BNP Paribas "regrets" over criminal behaviour & record $8.8bn fine.

Guardian: “France’s biggest bank, has said it deeply regrets the misconduct that led to a record-breaking fine of $8.83bn (£5.2bn) for dealing with countries that were subject to US sanctions.”
“Jean-Laurent Bonnafé, its chief executive, said the misconduct was “something that goes against the grain of the bank”, and insisted that the settlement did not undermine the solidity of its finances.
Speaking to investors on Tuesday, he said BNP Paribas had strengthened its internal controls and all transactions in US dollars would now go through New York.
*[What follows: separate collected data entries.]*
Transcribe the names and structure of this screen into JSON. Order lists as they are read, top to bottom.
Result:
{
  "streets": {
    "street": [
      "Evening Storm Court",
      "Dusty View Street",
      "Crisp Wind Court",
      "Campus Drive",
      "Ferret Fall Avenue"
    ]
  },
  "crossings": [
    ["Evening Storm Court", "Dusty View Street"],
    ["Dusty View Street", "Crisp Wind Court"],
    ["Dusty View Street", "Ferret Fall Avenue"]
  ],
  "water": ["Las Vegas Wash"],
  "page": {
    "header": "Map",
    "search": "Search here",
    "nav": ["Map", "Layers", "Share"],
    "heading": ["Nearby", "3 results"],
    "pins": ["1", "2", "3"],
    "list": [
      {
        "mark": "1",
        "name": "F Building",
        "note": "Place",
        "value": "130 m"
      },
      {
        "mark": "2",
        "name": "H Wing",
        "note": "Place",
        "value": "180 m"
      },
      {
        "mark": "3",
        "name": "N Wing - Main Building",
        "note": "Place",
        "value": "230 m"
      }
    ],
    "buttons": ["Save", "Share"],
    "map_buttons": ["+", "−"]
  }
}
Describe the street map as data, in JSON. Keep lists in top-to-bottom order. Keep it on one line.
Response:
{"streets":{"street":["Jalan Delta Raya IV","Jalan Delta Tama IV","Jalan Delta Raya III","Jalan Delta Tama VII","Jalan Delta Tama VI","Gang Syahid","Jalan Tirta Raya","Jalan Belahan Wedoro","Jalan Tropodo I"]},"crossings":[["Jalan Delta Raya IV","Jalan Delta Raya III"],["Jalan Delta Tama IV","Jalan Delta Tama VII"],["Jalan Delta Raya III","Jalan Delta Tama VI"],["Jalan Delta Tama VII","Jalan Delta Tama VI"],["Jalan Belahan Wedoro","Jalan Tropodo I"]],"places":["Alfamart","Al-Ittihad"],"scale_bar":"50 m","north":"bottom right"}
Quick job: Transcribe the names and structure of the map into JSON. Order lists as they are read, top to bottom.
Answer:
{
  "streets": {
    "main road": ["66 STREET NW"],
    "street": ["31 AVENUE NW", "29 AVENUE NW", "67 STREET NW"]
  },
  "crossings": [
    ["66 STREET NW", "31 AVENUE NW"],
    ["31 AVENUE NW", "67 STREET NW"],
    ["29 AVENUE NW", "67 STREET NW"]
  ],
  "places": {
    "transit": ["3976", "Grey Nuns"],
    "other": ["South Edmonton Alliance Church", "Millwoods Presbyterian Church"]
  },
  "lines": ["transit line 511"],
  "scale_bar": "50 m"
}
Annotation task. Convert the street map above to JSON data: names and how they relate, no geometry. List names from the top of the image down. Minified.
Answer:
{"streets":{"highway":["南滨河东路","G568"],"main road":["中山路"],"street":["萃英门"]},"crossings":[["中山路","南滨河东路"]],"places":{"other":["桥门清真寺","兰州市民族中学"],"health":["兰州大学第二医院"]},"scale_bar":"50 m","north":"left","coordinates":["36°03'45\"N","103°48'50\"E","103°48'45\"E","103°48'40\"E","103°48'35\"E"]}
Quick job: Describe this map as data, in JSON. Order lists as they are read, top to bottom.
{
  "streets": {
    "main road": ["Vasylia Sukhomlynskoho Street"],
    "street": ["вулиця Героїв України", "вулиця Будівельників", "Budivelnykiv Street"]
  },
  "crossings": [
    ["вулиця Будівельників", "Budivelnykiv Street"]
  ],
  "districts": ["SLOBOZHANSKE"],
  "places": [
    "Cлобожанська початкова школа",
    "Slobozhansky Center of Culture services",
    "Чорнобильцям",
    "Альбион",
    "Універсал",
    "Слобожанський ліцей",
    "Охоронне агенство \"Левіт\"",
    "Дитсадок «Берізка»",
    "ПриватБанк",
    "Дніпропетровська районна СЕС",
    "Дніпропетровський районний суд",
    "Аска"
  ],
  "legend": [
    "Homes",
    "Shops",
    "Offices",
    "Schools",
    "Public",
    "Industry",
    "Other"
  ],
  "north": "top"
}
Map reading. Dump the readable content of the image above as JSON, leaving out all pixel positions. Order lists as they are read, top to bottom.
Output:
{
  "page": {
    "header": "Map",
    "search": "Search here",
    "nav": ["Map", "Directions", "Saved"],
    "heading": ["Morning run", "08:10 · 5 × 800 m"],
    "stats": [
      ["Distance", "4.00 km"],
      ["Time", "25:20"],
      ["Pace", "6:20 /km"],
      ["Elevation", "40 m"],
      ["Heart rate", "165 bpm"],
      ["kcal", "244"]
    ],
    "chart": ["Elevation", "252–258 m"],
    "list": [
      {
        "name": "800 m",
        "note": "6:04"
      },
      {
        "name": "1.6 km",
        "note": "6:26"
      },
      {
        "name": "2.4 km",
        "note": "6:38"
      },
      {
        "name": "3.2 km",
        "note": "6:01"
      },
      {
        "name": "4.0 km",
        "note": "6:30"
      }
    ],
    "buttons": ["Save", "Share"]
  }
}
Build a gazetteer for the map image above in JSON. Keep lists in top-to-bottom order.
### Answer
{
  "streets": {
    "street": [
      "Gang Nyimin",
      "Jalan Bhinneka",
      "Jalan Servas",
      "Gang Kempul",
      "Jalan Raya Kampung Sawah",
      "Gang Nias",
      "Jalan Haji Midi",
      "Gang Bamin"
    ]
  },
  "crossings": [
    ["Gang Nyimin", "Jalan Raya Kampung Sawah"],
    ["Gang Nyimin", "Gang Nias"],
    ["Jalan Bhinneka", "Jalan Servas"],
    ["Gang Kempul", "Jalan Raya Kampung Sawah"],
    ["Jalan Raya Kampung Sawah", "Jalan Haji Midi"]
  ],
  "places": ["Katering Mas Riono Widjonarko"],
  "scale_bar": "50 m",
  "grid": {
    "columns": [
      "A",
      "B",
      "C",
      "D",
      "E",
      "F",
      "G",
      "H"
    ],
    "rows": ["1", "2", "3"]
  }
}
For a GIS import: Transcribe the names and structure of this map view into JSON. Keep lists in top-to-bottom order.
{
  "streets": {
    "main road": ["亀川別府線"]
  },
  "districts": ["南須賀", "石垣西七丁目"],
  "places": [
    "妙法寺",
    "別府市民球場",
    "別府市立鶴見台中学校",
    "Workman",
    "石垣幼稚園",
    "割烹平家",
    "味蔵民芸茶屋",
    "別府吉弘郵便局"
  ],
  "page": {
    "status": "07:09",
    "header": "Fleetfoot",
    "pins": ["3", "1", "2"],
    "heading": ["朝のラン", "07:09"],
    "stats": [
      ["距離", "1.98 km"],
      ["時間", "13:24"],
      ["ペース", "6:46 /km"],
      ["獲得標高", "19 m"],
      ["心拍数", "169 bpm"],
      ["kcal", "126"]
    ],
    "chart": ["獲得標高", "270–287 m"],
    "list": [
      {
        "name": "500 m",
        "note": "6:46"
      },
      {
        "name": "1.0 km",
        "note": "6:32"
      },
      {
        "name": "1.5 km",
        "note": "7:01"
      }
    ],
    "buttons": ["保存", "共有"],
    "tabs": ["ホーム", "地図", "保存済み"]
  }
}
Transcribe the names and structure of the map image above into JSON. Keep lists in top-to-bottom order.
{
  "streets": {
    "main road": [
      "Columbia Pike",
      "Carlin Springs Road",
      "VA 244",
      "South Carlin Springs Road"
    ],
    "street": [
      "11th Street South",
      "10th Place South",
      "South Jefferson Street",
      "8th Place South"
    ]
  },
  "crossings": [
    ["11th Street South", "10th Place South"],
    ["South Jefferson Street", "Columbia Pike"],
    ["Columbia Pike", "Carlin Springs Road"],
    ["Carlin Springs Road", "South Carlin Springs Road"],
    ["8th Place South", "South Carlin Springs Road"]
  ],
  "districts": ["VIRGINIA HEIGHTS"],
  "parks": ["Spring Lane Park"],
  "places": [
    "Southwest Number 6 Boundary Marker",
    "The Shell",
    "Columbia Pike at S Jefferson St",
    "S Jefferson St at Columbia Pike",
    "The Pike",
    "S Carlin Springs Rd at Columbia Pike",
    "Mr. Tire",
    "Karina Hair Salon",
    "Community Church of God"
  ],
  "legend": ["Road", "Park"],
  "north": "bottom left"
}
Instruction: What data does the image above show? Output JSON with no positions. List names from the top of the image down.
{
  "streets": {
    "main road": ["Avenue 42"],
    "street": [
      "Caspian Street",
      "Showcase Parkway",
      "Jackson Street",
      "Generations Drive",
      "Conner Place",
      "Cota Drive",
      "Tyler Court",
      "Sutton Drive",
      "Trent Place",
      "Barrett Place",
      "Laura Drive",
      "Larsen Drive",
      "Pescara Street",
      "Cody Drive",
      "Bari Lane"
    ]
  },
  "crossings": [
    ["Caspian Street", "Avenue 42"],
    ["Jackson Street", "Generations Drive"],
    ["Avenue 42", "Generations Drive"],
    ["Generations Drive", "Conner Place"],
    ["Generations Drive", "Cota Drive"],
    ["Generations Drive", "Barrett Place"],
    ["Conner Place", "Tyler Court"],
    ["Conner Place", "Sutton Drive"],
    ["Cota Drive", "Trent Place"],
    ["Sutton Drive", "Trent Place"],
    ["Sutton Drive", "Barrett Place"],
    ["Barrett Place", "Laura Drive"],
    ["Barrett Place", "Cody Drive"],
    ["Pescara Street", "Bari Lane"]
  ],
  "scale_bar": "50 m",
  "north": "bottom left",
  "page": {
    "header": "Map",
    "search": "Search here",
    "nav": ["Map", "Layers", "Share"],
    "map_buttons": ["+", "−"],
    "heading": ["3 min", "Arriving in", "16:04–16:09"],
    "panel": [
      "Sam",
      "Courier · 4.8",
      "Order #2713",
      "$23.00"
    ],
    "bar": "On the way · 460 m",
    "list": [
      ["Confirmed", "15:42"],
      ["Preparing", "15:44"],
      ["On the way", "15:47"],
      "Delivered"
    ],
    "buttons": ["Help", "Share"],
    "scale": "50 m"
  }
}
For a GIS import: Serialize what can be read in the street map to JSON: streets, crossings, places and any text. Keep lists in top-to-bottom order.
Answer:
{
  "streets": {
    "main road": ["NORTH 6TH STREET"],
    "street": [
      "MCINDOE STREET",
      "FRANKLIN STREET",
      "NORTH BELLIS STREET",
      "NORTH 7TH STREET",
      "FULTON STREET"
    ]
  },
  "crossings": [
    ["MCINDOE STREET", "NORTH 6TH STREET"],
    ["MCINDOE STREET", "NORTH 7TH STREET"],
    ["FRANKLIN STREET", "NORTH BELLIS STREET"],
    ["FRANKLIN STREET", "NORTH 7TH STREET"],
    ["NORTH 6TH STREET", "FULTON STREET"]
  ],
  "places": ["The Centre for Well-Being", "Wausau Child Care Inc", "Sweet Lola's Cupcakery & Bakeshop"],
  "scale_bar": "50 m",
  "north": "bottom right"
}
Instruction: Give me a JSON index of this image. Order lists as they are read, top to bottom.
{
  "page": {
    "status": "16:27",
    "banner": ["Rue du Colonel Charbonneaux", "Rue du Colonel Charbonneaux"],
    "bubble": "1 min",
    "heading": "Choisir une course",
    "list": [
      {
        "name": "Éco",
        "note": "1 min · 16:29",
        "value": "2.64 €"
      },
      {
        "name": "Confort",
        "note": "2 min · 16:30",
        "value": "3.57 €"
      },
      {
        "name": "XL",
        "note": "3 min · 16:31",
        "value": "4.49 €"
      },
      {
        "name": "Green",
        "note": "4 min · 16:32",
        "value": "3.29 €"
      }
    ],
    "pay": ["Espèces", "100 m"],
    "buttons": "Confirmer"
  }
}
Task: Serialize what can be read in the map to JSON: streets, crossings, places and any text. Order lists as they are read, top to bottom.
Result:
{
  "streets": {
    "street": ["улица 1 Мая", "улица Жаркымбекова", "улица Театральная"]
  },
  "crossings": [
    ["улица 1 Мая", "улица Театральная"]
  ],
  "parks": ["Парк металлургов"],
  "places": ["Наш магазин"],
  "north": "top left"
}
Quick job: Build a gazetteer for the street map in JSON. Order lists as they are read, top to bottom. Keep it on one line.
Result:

Shares in the bank rose 3.4% on Tuesday after it announced it would pay a dividend of €1.50 a share – a surprise for some analysts who had assumed the 2014 dividend would be wiped out by the enormous fine.
US prosecutors said the bank had engaged in a “long-term, multi-jurisdictional conspiracy” involving currency trades for clients in Sudan, Iran and Cuba that was known at the highest levels at the company.
….At a press conference, the US attorney for the southern district of New York, Preet Bharara, called the bank’s actions a “tour de fraud”.
The bank’s general counsel, Georges Dirani, told the judge that BNP’s sanctions violations took place between 2004 and 2012. Prosecutors said senior executives at the bank knew of the activities. “This conduct, this conspiracy was known and condoned at the highest levels of BNP,” assistant district attorney Ted Starishevsky told the court.
….The regulator also said 13 individuals would leave the bank as part of the settlement, including the chief operating officer, Georges Chodron de Courcel. His intention to leave after 42 years was announced in June without any mention of the discussions with US regulators. Other staff face demotions and bonus cuts.
The fine is particularly bruising for BNP, which escaped the fallout from the 2008 financial crisis relatively unscathed and unlike many rival banks did not face any fines or other penalties related to the crisis. But after months of discussion and an intervention by the French president, François Hollande, the bank agreed to plead guilty to the offences.
The allegations centred on $190bn in transactions that BNP’s trade-finance arm in Switzerland processed for countries under US sanctions between 2004 and 2012.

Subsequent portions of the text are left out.